Carefully stir in broth. (It will splatter.) Scrape sides and bottom to loosen up and dissolve all the browned bits. Stir in mushrooms. Reduce heat to very low. Simmer, partly covered, stirring often, 15 minutes.
Stir in tofu and green onions. Simmer 3 minutes.
If using, gently crack eggs into a small dish and tip them into the stew. Simmer just long enough to cook whites and softly set yolks, 3 to 4 minutes. Serve immediately in warm bowls, topped with cilantro. Serves: 2 to 3.
Vegetarian variation: Omit pork, substitute vegetable stock and double the amount of mushrooms (cooking time will be shorter). Stir 2 cups baby spinach leaves into the stew just before serving.
Approximate nutritional information, per serving: 402 calories, 14 g total fat, 4g saturated fat, 42 mg cholesterol, 42 g carbohydrate, 8 g sugar, 26 g protein, 770 mg sodium, 4 g fiber.
Veggie Noodle and Kim Chee Pancakes
- 2 cups (6 ounces) fresh spiralized zucchini “noodles”
- 3/4 teaspoon salt, divided
- 1 egg yolk
- 1-1/2 cups very cold water
- 1 cup all-purpose flour
- 1/3 cup white rice flour
- 1 cup (6 ounces) hot or mild bottled kim chee
- 1/2 cup (about 2 ounces) finely shredded carrots or butternut squash noodles
- 1/2 cup (about 1.5 ounces) fresh mung bean sprouts
- 3 green onions, trimmed, very thinly sliced
- Vegetable oil, for pan-frying
- Cilantro, for serving
- >> Dipping sauce:
- 2 tablespoons EACH unsweetened rice vinegar and soy sauce
- 4 teaspoons honey
- 1 teaspoon tahini or finely crushed sesame seeds
- 1/2 teaspoon dark Asian sesame oil
- 1/2 teaspoon ground gochugaru (Korean chili powder) or crushed red pepper flakes
Mix zucchini and 1/2 teaspoon salt in a colander and let stand, 10 minutes. Roll between paper towels until very dry.
Whisk together egg yolk and water in large bowl until smooth. Add flours and remaining 1/4 teaspoon salt. Whisk until smooth.

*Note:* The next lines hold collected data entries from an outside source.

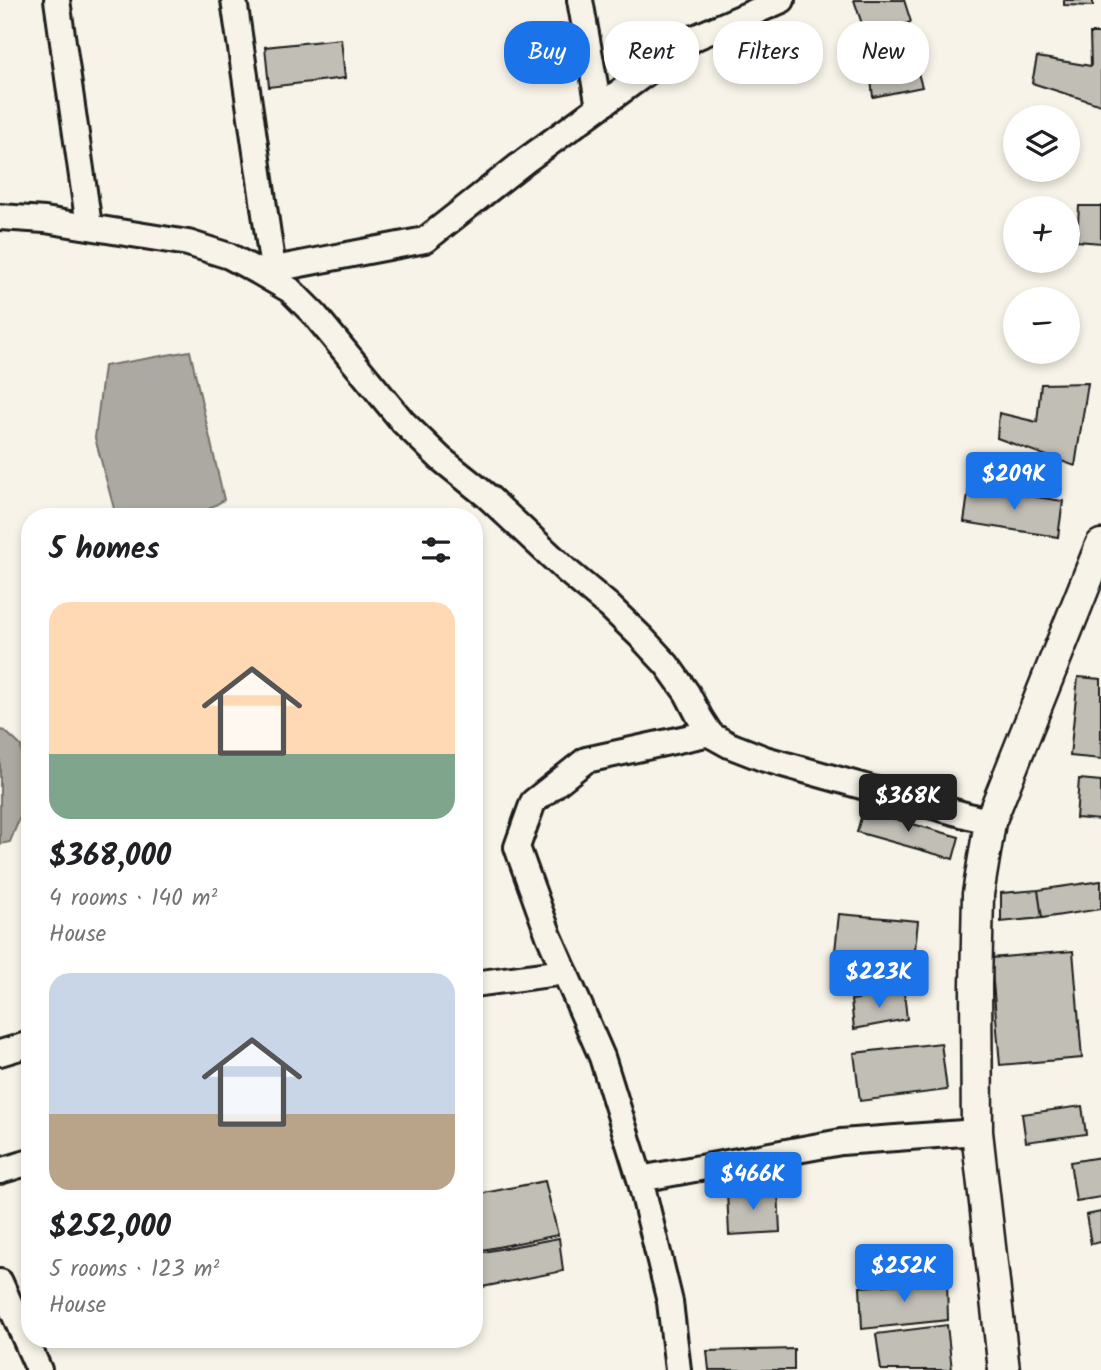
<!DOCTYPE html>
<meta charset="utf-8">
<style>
:root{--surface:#fff;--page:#f2f2f2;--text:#202124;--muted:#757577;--accent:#1a73e8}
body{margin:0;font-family:Kalam,sans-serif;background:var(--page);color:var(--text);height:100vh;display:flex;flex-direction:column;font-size:26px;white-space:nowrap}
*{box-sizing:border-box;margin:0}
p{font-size:23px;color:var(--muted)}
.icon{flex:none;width:38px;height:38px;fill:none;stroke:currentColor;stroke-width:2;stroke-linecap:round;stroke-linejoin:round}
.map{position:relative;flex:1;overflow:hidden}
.side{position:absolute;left:21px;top:508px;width:462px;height:840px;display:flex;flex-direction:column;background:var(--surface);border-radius:28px;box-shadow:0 4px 10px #0003}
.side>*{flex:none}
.hud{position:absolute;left:504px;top:21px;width:492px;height:63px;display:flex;gap:14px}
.tools{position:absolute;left:1003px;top:105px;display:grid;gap:14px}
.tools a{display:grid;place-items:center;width:77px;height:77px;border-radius:50%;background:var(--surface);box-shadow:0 4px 10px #0003;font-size:35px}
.price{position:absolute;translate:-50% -60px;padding:0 16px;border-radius:7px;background:var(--accent);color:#fff;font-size:23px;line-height:46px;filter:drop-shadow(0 2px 4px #0008)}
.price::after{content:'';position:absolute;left:50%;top:42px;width:21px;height:16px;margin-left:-10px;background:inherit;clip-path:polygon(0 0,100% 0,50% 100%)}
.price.current{background:#222;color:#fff}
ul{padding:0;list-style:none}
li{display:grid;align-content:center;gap:14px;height:371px;padding:0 28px}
li span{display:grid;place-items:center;height:217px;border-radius:21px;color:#555}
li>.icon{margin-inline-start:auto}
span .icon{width:126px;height:126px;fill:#fffc;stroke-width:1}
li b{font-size:30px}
h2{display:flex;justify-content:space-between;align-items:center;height:84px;padding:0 28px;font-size:30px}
.chip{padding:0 24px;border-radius:28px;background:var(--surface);box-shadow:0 4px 10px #0003;font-size:24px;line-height:63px}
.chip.current{background:var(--accent);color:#fff}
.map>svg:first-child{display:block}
.water{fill:#aca9a2;stroke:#72716c;stroke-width:2}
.building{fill:#c0beb5;stroke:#1c1c1c;stroke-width:2}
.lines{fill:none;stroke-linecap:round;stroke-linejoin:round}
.minor-casing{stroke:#1c1c1c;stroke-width:30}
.tertiary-casing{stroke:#1c1c1c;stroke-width:35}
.minor{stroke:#f7f3e8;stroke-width:24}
.tertiary{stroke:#f7f3e8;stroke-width:30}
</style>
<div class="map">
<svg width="1101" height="1370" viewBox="0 0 1101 1370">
<rect width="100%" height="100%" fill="#f7f3e8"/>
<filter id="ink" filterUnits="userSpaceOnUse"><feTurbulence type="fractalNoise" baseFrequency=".0143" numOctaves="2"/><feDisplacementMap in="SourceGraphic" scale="14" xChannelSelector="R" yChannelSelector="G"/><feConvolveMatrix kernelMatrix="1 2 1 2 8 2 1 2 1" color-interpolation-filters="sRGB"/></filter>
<g filter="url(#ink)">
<path class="water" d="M190 351 224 500 196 516H116L95 438 104 366Z
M0 730 5 731 21 746 27 800 10 842 0 844Z"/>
<path class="building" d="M854 0H904L911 22 866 36Z
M1064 0H1093V6L1064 5Z
M904 24 922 87 873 97 866 36Z
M1090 33H1101V105L1032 83 1037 57 1091 66Z
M341 39 345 78 269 87 265 47Z
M1079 206H1101V243L1077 241Z
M1088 383 1075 466 997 438 999 413 1037 422 1041 384Z
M969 487 1063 501 1058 537 964 522Z
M1078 677 1101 679V759L1070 756Z
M1079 779 1101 781V820L1076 818Z
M863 810 959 837 953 859 857 832Z
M1101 881V909L1042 918 1038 890Z
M1038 890 1042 918 1001 922V893Z
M839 914 918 921 914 959 835 951Z
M1073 951 1082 1058 1000 1065 991 958Z
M904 992 907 1019 854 1029 851 1000Z
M941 1043 947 1090 860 1101 854 1053Z
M1082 1106 1086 1134 1026 1142 1022 1114Z
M1101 1157V1197L1076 1201 1070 1162Z
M545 1181 558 1235 482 1250 474 1195Z
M778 1189 780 1232 729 1235 727 1191Z
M1101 1212V1242L1091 1244 1086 1215Z
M559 1238 563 1271 482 1287 478 1253Z
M947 1281 948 1320 862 1329 860 1287Z
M947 1325 952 1370H881L876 1334Z
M794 1349V1370H709L707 1351Z"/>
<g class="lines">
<defs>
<path id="minor" d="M57 0 89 226
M234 0 273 269
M580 0 599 107
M0 217 45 220 188 243 229 256 259 272 425 240 525 161 694 38 782 0
M259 272 290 290 315 315 403 422 441 459 487 496 567 571 609 606 641 637 667 665 687 693 700 718 711 735 729 745 765 759 990 822
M474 984 565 972
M0 1053 30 1044
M0 1171 30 1162
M640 1179 841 1142 977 1132
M0 1282 39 1370
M678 1370 670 1302 640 1179 602 1057 549 936 517 847 533 802 586 760 710 733"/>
<path id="tertiary" d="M1004 1370 977 1132 976 985 978 894 990 822 1101 545"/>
</defs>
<use href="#minor" class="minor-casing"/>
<use href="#tertiary" class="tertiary-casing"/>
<use href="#minor" class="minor"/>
<use href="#tertiary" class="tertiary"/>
</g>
</g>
</svg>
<div class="tools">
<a><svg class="icon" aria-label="layers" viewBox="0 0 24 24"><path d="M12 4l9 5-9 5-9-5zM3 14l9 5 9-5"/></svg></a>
<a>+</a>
<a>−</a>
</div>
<b class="price" style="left:1014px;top:512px">$209K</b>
<b class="price current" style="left:908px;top:834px">$368K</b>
<b class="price" style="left:879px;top:1010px">$223K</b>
<b class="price" style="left:753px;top:1212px">$466K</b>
<b class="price" style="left:904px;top:1304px">$252K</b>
<div class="hud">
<a class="chip current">Buy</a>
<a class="chip">Rent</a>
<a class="chip">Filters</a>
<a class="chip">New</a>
</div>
<section class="side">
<h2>5 homes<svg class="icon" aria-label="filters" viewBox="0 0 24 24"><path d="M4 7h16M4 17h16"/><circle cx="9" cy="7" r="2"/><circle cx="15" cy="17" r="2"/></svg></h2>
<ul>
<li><span style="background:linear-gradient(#ffd9b3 70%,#7fa58c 0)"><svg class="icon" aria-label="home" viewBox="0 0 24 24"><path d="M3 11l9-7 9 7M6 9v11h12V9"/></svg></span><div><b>$368,000</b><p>4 rooms · 140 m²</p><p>House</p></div></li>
<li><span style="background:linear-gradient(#c9d6e8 65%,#b9a48a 0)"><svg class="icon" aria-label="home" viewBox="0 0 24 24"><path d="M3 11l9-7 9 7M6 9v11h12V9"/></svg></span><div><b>$252,000</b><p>5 rooms · 123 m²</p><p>House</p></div></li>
</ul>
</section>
</div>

Press juice from kim chee into batter with your hands; then chop kim chee and add to batter. Fold in zucchini, carrots, bean sprouts and green onions. Refrigerate 15 minutes to 1 hour.
Combine dipping sauce ingredients in small bowl. (Sauce can be refrigerated up to 1 week; use at room temperature.) Set aside.
Heat 10- or 12-inch nonstick skillet over medium-high until a drop of water dropped in skillet sizzles vigorously. Add generous swirl of oil. Then add 1/2 cup of batter, and use back of a ladle to spread batter into a 6-inch diameter pancake about 1/2-inch thick. Reduce heat to medium; cook until bottom of the pancake is beautifully crisp and golden and top looks dry, 3 to 4 minutes.
Carefully flip pancake and cook second side until brown, about 2 minutes. Repeat to make remaining pancakes. (Keep warm by setting pancakes on a wire rack over a baking sheet in a 200-degree oven.)
Serve pancakes right away sprinkled with cilantro and drizzled with dipping sauce. Makes 6 to 7 pancakes.
Approximate nutritional information, per serving: 184 calories, 4 g total fat, 1 g saturated fat, 26 mg cholesterol, 20 g carbohydrate, 4 g sugar, 5 g protein, 668 mg sodium, 2 g fiber.